Back in late 2021, his next-door neighbors, art world power couple Lloyd and Barbara Macklowe, hoisted their 1.5-acre oceanfront estate along one of the most coveted streets in East Hampton, N.Y., on the market with a skin-blistering $60 million asking price.
The asking price had plummeted to $39.5 million before Morton sauntered over and bargained away another several million bucks; per The Wall Street Journal, Morton is the not-so-secret buyer who paid “around $35 million” for the five-bedroom stucco-and-shingle home. Even with the discount the Macklowes still pocketed a small fortune; they purchased the property in 1992 for $3.45 million.

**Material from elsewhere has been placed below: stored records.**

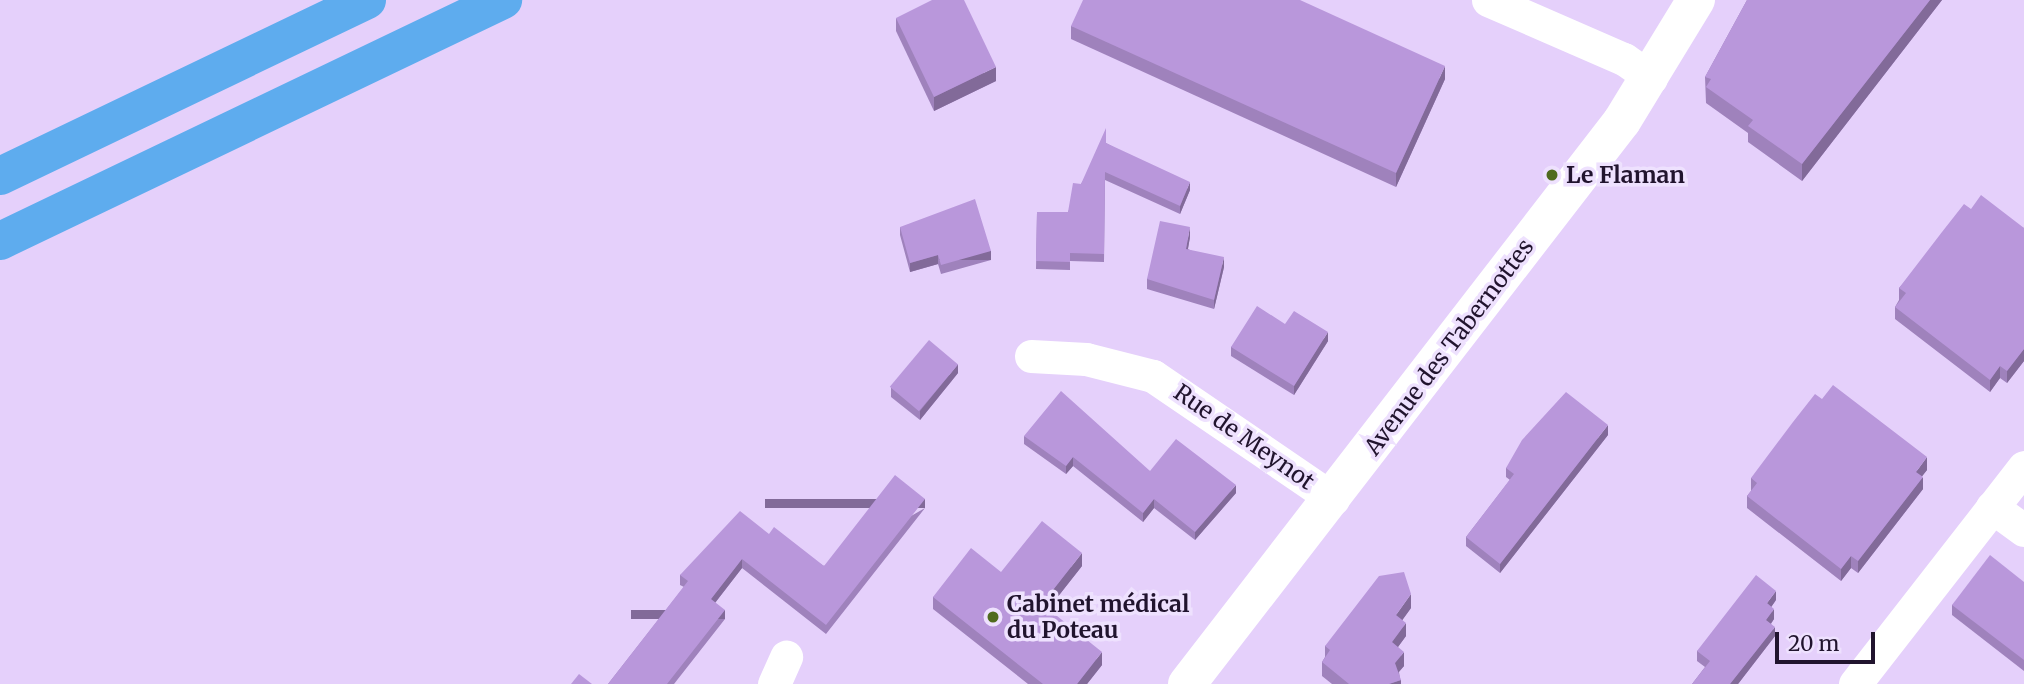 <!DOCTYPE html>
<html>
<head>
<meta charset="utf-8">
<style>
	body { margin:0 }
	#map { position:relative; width:2024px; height:684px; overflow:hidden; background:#e5d0fb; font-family:Merriweather,serif }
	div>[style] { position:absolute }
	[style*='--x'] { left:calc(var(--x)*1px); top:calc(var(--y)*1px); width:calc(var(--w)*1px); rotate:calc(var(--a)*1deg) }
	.street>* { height:33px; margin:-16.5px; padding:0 16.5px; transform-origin:16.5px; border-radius:16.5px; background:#fff }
	.secondary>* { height:38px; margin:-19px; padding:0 19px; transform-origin:19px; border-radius:19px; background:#fff }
	.highway>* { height:38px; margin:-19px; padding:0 19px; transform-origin:19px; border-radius:19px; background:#5eacee }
	.wall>* { inset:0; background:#9f82bc }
	.shaded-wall>* { inset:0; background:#826a99; transform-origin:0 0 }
	.building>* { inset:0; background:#b997db; transform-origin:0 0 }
	.dots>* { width:19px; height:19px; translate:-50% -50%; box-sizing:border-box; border:4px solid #eee1fe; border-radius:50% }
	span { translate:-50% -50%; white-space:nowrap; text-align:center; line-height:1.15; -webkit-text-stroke:7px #eee1fe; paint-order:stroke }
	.poi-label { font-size:23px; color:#21142e; font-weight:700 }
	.left { translate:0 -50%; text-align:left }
	.street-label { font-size:23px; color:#21142e }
	.scale { position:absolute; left:1775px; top:632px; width:100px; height:32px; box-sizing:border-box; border:4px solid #21142e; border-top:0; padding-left:9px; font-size:21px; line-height:24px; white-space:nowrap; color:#21142e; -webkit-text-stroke:5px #eee1fe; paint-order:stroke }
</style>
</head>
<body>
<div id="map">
	<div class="street">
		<div style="--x:1488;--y:0;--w:148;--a:23.5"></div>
		<div style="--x:1624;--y:59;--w:33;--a:35"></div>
		<div style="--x:1031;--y:356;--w:55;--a:3.1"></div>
		<div style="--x:1086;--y:359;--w:69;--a:14.2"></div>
		<div style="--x:1153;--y:376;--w:218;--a:34.3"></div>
		<div style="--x:1992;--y:507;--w:39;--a:36"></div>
		<div style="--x:774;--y:684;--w:30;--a:-66"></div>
		<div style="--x:1855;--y:684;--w:275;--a:-52.1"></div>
	</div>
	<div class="secondary">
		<div style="--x:1187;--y:684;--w:711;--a:-52.31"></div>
		<div style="--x:1622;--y:121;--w:142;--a:-58.6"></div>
	</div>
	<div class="highway">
		<div style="--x:0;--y:176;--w:407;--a:-25.6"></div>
		<div style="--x:0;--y:241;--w:558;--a:-25.6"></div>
	</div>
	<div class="wall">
		<div style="clip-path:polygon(1747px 0,1942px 0,1802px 181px,1748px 142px,1748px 133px,1706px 103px,1705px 77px)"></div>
		<div style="clip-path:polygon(896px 18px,996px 81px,934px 111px,896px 31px)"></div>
		<div style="clip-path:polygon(1071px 26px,1445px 79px,1396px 187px,1071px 39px)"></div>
		<div style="clip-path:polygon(1106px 143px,1190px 190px,1180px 214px,1105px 180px,1104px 262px,1070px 261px,1070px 270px,1036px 269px,1037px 212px,1068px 212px,1081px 184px)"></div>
		<div style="clip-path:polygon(1971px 209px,2024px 228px,2024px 361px,2007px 383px,2000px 378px,1990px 392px,1895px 319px,1895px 307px,1899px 300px,1899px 288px)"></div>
		<div style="clip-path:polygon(900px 227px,991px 260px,941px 274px,938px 264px,910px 272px,900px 235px)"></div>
		<div style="clip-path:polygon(1190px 237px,1188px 249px,1224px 267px,1214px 309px,1147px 289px,1147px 279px)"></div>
		<div style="clip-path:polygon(1285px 324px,1328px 341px,1294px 395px,1231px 356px,1231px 347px)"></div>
		<div style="clip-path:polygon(958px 373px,920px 420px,891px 397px,891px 388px)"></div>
		<div style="clip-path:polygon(1608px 435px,1500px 573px,1466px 546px,1466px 537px,1510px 480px,1506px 477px,1506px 468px)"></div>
		<div style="clip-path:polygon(1024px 436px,1150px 471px,1236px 493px,1195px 540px,1154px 508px,1143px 522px,1073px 466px,1066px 474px,1024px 444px)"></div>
		<div style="clip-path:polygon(1927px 470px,1922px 476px,1923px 489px,1858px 573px,1851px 568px,1841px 581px,1747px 508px,1747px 496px,1751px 491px,1751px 478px)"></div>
		<div style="clip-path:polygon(925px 508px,826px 634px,742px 568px,715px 603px,725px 619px,674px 684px,608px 684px,684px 587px,680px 585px,680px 575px,769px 534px,824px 566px)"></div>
		<div style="clip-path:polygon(1082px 566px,1048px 609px,1102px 665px,1087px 684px,1028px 684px,933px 609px,933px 597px,1001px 572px)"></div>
		<div style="clip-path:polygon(2024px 582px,2024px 671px,1952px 615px,1952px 605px)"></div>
		<div style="clip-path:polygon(1776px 600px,1771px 607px,1774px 619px,1771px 624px,1775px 636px,1738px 684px,1692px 684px,1705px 667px,1697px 661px,1697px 651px)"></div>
		<div style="clip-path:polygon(1411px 608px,1402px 620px,1406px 636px,1398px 647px,1404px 666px,1399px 672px,1401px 684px,1332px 684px,1322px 676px,1322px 662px,1325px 657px,1325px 646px)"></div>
	</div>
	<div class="shaded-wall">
		<div style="clip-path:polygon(1930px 0,1942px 0,1802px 181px,1802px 164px)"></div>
		<div style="clip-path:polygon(1445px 66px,1445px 79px,1396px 187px,1396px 173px)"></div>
		<div style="clip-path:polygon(996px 67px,996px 81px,934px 111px,934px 97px)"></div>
		<div style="clip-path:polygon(1190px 182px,1190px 190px,1180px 214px,1180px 206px)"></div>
		<div style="clip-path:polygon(1190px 227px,1190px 237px,1186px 259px,1186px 249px)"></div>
		<div style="left:991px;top:251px;width:9px;height:52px;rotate:90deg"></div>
		<div style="clip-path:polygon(938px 255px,938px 264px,910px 272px,910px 263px)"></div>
		<div style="clip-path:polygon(1224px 257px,1224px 267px,1214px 309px,1214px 300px)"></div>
		<div style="clip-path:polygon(1328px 332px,1328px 341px,1294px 395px,1294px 386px)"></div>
		<div style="clip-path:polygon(2024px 349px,2024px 361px,2007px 383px,2007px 371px)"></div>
		<div style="clip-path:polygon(958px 364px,958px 373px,920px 420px,920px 411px)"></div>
		<div style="clip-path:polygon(2000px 366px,2000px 378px,1990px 392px,1990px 380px)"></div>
		<div style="clip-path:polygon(1608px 425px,1608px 435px,1500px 573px,1500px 564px)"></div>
		<div style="clip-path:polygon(1073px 457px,1073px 466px,1066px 474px,1066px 466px)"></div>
		<div style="clip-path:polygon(1927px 457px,1927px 470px,1916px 484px,1916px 472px)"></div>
		<div style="clip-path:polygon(1923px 477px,1923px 489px,1858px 573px,1858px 561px)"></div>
		<div style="clip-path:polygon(1236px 485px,1236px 493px,1195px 540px,1195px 532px)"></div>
		<div style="left:925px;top:499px;width:9px;height:160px;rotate:90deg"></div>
		<div style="clip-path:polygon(1154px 499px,1154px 508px,1143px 522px,1143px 513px)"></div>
		<div style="clip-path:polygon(1082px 553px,1082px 566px,1042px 617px,1042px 604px)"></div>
		<div style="clip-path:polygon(1851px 556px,1851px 568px,1841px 581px,1841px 569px)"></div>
		<div style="clip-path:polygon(742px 559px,742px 568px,711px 608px,711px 599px)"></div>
		<div style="clip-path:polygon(1776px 591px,1776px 600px,1767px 613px,1767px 603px)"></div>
		<div style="clip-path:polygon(1411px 594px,1411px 608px,1396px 629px,1396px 615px)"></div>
		<div style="clip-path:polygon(1774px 609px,1774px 619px,1766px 630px,1766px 620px)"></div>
		<div style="left:725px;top:610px;width:9px;height:94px;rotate:90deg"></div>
		<div style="clip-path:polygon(1406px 623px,1406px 636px,1392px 655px,1392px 642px)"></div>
		<div style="clip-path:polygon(1775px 627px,1775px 636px,1738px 684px,1730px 684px)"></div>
		<div style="clip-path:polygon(1102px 652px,1102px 665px,1087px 684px,1077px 684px)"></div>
		<div style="clip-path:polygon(1404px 652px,1404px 666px,1395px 676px,1395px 663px)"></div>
		<div style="clip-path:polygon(1401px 680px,1401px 684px,1389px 684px)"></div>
	</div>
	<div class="building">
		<div style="clip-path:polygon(932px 0,964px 0,996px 67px,934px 97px,896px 18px)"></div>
		<div style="clip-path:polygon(1083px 0,1300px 0,1445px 66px,1396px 173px,1071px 26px)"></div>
		<div style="clip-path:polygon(1747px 0,1930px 0,1802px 164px,1748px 126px,1753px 120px,1706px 87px,1711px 79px,1705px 77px)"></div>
		<div style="clip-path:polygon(1106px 128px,1106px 143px,1190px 182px,1180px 206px,1105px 172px,1104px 254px,1070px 253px,1070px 262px,1036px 261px,1037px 212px,1068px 212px,1073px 183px,1081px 184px)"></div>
		<div style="clip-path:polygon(1981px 195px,2024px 228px,2024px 349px,2007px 371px,2000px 366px,1990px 380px,1895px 307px,1906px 293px,1899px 288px,1942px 232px,1964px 204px,1971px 209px)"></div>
		<div style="clip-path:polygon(975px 199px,991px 251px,941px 265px,938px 255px,910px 263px,900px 227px)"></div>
		<div style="clip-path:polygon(1160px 221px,1190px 227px,1186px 249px,1224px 257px,1214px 300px,1147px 279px)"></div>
		<div style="clip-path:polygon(1257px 306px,1285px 324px,1294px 311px,1328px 332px,1294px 386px,1231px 347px)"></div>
		<div style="left:929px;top:340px;width:38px;height:61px;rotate:40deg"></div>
		<div style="clip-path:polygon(1833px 385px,1927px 457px,1916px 472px,1923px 477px,1858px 561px,1851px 556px,1841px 569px,1747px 496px,1757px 483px,1751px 478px,1793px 422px,1815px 394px,1822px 399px)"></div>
		<div style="clip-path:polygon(1061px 391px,1150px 471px,1176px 439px,1236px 485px,1195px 532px,1154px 499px,1143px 513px,1073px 457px,1066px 466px,1024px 436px)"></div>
		<div style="clip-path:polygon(1566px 392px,1608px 425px,1500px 564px,1466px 537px,1514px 474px,1506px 468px,1522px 440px)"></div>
		<div style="clip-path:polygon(895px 475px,925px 499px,826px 625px,742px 559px,711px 599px,725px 610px,667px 684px,608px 684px,688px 581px,680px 575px,740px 511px,769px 534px,774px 527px,824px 566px)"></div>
		<div style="clip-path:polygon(1042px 521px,1082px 553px,1042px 604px,1102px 652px,1077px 684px,1043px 684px,933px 597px,971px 548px,1001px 572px)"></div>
		<div style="clip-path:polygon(1990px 555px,2024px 582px,2024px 660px,1952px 605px)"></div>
		<div style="clip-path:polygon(1404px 572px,1411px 594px,1396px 615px,1406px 623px,1392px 642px,1404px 652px,1395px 663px,1401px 680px,1389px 684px,1349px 684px,1322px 662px,1330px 650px,1325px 646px,1379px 576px)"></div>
		<div style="clip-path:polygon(1756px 575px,1776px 591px,1767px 603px,1774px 609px,1766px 620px,1775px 627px,1730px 684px,1692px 684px,1710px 661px,1697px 651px)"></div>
		<div style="clip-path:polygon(579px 674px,592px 684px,571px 684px)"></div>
	</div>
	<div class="dots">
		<div style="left:1552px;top:175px;background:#506b1e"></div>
		<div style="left:993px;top:617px;background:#506b1e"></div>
	</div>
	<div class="poi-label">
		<span class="left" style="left:1566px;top:175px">Le Flaman</span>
		<span class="left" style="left:1007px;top:617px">Cabinet médical<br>du Poteau</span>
	</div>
	<div class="street-label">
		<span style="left:1449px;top:347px;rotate:-53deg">Avenue des Tabernottes</span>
		<span style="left:1244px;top:437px;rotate:35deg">Rue de Meynot</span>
	</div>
	<div class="scale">20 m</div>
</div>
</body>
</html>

Listing agent Kyle Rosko told the Journal “The buyer doesn’t intend to demolish the home and plans to retain the original architecture”, while the NY Post subsequently reported that Morton intends to incorporate the property into his 1.3-acre spread next door.
Along a narrow strip of land between Georgica Pond and the Atlantic Ocean, the home was built in 1926 by Roger Bullard, architect of the legendarily snooty Maidstone Club. Originally a modest cottage with just three bedrooms, over the years the house was expanded to about 6,100-square-feet with five bedrooms and five and a half baths.
Beyond the graveled drive and detached garage, the property offers beautiful gardens (designed by Mrs. Macklowe) and an oceanside pool amid a great sweep of lawn. A duckwalk over the dunes provides access to the sand and surf.
The property was listed with Kyle Rosko and Marcy Braun of Douglas Elliman Realty, while Morton was repped by Ed Petrie and James Petrie at Compass.
Morton acquired his neighboring estate sometime around the turn of the century for nearly $10 million, according to WSJ. Listed on the East Hampton Historic Register and originally dubbed Heather Dune, the vintage home that stood on the property at the time of his purchase was totally destroyed by a 2015 fire and an almost identical, all-new residence was built on the old footprint.
Morton is well-known among real estate-o-philes in Los Angeles, where he’s bought and sold many homes all across the city. He shed his bespoke Richard Meier-designed beach house on Malibu’s Carbon Beach in 2018 for $110 million to billionaires Michael and Iris Smith but his primary residence long remains a 13,000-square-foot mansion in Holmby Hills.